ECB Said to Consider More Measures to Stimulate Bank LendingGabi Thesing and Simone Meier
The European Central Bank may announce a range of measures tomorrow to stimulate bank lending, said three euro-area officials with knowledge of policy makers’ deliberations.
Options on the table include loosening collateral criteria so that institutions have more access to cheap ECB cash and offering them longer-term loans to grease the flow of credit to the economy, said the officials, who spoke on condition of anonymity because the discussions are private. Two said an interest rate cut is likely, with only the size of the reduction to be determined for the monthly decision tomorrow.
The ECB is focusing on getting banks lending again rather than increasing its government bond purchases to fight Europe’s debt crisis. The central bank’s insistence that governments take measures to restore investor confidence appears to have paid dividends, with Italian and Spanish yields plunging after Germany and France agreed to move the 17-nation euro area toward a fiscal union, a stance they reiterated today.
“The ECB’s role tomorrow is going to be pretty much about the banks, and after tomorrow the liquidity side should be on a much stronger footing,” said Silvio Peruzzo, an economist at Royal Bank of Scotland Group Plc in London. “The division of labor is very clear -- the ECB takes care of the banks, and the sovereigns take care of the fiscal side.”
French President Nicolas Sarkozy and German Chancellor Angela Merkel proposed amending European treaties to tighten rules on deficit spending and water down provisions demanding investor losses. In a joint letter to European Union President Herman Van Rompuy, the leaders said they want a decision at an EU summit starting tomorrow so that the measures can be ready by March 2012.
Still, Germany rejects proposals to combine the region’s current and permanent rescue funds, a German government official told reporters in Berlin today on condition of anonymity because the negotiations are private.
The ECB has indicated it will act to prevent a credit shortage as this falls within its monetary policy remit.
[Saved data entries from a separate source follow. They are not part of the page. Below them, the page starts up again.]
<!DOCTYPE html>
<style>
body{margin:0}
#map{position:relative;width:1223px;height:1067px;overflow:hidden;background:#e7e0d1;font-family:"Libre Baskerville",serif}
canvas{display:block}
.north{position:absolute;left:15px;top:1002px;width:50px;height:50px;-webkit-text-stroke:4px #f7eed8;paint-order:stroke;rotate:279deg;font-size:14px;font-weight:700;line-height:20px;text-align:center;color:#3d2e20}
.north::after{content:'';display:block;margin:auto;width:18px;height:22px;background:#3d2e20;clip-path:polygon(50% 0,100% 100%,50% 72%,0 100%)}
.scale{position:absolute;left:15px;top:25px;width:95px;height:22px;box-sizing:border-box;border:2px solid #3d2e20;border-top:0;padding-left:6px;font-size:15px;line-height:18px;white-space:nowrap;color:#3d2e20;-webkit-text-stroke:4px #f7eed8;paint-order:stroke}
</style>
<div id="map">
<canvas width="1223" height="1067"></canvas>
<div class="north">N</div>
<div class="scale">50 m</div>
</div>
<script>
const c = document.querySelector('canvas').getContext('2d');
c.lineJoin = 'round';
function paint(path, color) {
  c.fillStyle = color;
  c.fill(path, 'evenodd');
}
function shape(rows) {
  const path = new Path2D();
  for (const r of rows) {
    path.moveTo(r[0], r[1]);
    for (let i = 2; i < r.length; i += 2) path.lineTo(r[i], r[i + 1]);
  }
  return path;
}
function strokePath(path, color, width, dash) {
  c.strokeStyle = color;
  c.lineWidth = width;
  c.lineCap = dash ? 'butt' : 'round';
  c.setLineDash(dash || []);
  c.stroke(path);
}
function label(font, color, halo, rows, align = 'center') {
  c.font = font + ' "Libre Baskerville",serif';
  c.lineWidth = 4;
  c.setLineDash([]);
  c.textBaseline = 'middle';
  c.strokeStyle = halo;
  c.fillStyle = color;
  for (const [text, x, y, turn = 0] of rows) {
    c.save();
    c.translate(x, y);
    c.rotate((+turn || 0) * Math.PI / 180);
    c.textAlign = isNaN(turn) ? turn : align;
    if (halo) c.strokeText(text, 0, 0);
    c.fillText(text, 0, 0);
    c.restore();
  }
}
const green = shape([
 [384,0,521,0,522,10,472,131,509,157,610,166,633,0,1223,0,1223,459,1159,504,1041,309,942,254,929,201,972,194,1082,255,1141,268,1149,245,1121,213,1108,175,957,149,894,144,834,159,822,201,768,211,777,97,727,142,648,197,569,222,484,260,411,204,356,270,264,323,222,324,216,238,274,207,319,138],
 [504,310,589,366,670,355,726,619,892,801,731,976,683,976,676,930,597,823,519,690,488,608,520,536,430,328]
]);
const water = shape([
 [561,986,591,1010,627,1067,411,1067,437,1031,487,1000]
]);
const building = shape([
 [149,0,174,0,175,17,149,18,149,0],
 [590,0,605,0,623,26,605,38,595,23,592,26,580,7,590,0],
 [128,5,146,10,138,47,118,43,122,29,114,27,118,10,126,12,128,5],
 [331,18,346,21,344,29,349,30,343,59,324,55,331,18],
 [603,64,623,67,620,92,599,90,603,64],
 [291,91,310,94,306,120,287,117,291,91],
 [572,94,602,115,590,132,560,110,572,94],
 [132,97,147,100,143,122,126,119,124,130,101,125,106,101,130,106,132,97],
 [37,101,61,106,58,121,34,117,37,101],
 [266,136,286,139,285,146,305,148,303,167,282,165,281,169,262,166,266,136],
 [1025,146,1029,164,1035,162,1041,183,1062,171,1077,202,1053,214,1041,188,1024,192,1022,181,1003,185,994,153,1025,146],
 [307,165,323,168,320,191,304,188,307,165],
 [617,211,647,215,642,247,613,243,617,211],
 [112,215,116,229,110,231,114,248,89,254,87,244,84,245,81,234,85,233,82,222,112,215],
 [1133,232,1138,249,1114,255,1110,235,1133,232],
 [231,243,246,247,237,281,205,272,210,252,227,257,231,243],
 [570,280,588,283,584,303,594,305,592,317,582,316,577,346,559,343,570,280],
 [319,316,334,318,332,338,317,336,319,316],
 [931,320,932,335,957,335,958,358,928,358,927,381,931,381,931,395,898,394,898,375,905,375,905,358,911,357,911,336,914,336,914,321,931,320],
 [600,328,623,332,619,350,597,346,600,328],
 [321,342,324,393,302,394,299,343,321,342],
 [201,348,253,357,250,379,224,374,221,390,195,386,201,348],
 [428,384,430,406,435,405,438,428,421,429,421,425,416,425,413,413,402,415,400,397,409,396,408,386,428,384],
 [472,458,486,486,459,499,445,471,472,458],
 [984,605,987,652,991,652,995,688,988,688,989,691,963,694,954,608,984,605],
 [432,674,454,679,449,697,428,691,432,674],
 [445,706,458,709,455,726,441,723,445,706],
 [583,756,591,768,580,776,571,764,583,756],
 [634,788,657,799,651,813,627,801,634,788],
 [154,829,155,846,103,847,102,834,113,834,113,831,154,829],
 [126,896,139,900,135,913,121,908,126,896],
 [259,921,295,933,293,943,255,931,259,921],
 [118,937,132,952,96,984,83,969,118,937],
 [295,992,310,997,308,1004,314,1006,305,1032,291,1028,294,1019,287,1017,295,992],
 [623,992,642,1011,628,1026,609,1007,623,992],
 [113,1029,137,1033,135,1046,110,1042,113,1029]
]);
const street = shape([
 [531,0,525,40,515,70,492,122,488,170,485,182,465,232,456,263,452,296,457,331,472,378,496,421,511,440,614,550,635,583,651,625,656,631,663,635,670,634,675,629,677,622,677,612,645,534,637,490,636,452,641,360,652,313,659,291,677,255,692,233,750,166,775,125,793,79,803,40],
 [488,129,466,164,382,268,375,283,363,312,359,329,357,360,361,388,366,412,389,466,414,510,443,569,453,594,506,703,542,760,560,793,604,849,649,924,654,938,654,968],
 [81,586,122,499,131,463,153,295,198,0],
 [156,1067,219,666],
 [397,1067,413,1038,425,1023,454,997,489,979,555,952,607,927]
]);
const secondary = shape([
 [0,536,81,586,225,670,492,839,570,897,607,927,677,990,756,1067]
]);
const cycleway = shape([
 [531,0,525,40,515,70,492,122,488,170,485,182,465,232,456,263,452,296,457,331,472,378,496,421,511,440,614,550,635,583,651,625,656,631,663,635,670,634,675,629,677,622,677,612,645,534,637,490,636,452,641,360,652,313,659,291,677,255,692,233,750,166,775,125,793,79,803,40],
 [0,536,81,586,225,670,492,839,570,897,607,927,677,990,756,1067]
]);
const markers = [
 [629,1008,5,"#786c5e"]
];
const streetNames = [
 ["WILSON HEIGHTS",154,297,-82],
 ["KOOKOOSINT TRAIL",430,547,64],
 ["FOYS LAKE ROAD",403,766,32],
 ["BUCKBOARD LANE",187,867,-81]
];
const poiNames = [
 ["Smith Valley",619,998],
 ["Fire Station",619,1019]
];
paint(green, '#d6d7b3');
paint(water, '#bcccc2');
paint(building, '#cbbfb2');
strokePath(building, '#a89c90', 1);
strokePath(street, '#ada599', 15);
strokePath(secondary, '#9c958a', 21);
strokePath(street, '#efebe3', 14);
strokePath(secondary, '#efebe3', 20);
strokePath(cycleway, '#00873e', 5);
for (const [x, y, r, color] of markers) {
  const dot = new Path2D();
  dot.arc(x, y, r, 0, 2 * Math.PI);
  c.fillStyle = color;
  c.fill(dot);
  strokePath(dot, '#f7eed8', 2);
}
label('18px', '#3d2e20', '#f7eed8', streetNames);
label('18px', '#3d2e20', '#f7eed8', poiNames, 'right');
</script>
President Mario Draghi said on Dec. 1 that the ECB had “observed serious credit tightening” recently and is “aware of the continuing difficulties for banks, due to the stress on sovereign bonds, the tightness of funding markets and scarcity of eligible collateral in some financial segments.”
Most international investors predict at least one nation will eventually dump the euro and they say greater fiscal ties or a smaller currency area are the best fixes for the region’s debt crisis, according to the quarterly Bloomberg Global Poll published today.
As Europe’s leaders craft their fifth “comprehensive” solution in 19 months, almost half the respondents in the poll conducted Dec. 5-6 say one or more countries will leave the 17-nation bloc within a year and almost a third more predict an exit by the end of 2016. Thirty-seven percent say fiscal union is the most effective remedy for the current turmoil, with 24 percent endorsing a shrinking of the euro’s membership.
Draghi holds a press conference at 2:30 p.m. in Frankfurt tomorrow, 45 minutes after the ECB’s rate decision is announced.
Policy makers may seek to broaden the pool of eligible collateral for ECB loans by loosening rules governing the use of asset-backed securities, the officials said. They may also increase the amount of uncovered bank bonds that can constitute a lender’s collateral portfolio from the current 10 percent limit, they said.
The ECB is already lending banks as much money as they want against eligible collateral for periods of up to a year. It is likely to add two-year loans to its arsenal, two officials said. While a three-year loan has been discussed, it is unlikely at this stage, they said.
One official said longer-term loans might encourage banks to lend to companies and households, and they would also help financial institutions meet new Basel rules on holding longer-term liquidity.
Tomorrow’s meeting is the ECB’s last scheduled opportunity to take policy action this year. It will be accompanied by publication of the central bank’s latest projections, including a 2013 inflation forecast that may justify further monetary stimulus.
Draghi said last week that the ECB’s goal is to maintain price stability “in either direction,” suggesting it would act as forcefully to prevent a significant undershooting of its 2 percent ceiling as it would to stop an overshooting.
“This applies to both the setting of official interest rates and the implementation of non-standard measures,” Draghi said.
One official said the economic outlook has deteriorated markedly since Draghi said on Nov. 3 that the ECB expected a “mild recession.”
Policy makers will cut the benchmark rate by a quarter percentage point to 1 percent, according to 53 of 58 economists in a Bloomberg News survey. Only two predict a half-point reduction to 0.75 percent.